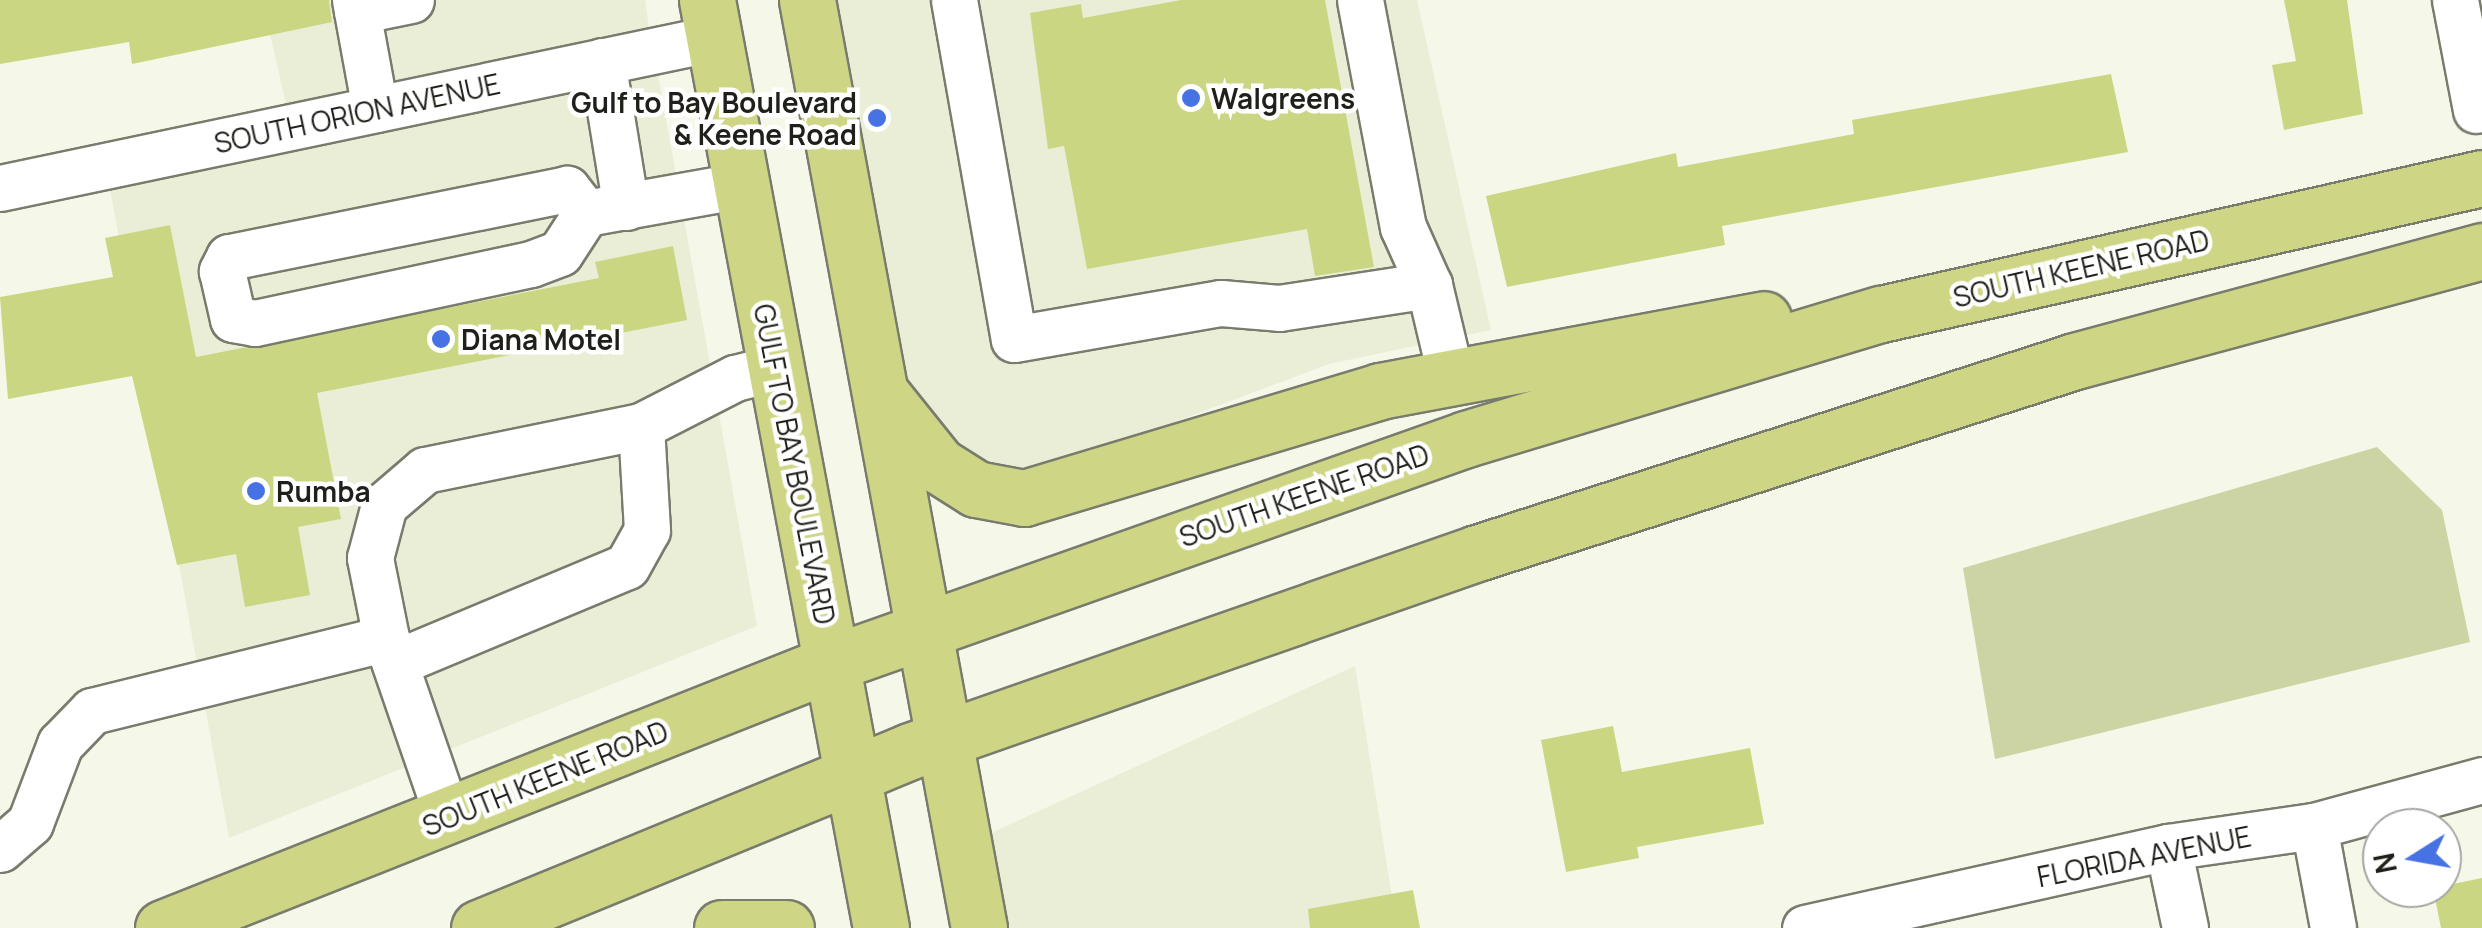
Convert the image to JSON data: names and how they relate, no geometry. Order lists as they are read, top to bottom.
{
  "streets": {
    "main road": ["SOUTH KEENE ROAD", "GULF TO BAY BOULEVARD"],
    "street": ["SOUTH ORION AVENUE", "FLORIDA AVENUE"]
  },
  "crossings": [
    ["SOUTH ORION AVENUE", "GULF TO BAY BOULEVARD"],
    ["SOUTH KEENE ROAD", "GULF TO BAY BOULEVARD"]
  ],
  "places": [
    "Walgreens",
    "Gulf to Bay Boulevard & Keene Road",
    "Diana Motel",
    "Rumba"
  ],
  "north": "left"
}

# # # # #

=== Task ===
Drop the images and copy all the data exactly.

=== Expected output ===
Convert the image to JSON data: names and how they relate, no geometry. Order lists as they are read, top to bottom.
{
  "streets": {
    "main road": ["SOUTH KEENE ROAD", "GULF TO BAY BOULEVARD"],
    "street": ["SOUTH ORION AVENUE", "FLORIDA AVENUE"]
  },
  "crossings": [
    ["SOUTH ORION AVENUE", "GULF TO BAY BOULEVARD"],
    ["SOUTH KEENE ROAD", "GULF TO BAY BOULEVARD"]
  ],
  "places": [
    "Walgreens",
    "Gulf to Bay Boulevard & Keene Road",
    "Diana Motel",
    "Rumba"
  ],
  "north": "left"
}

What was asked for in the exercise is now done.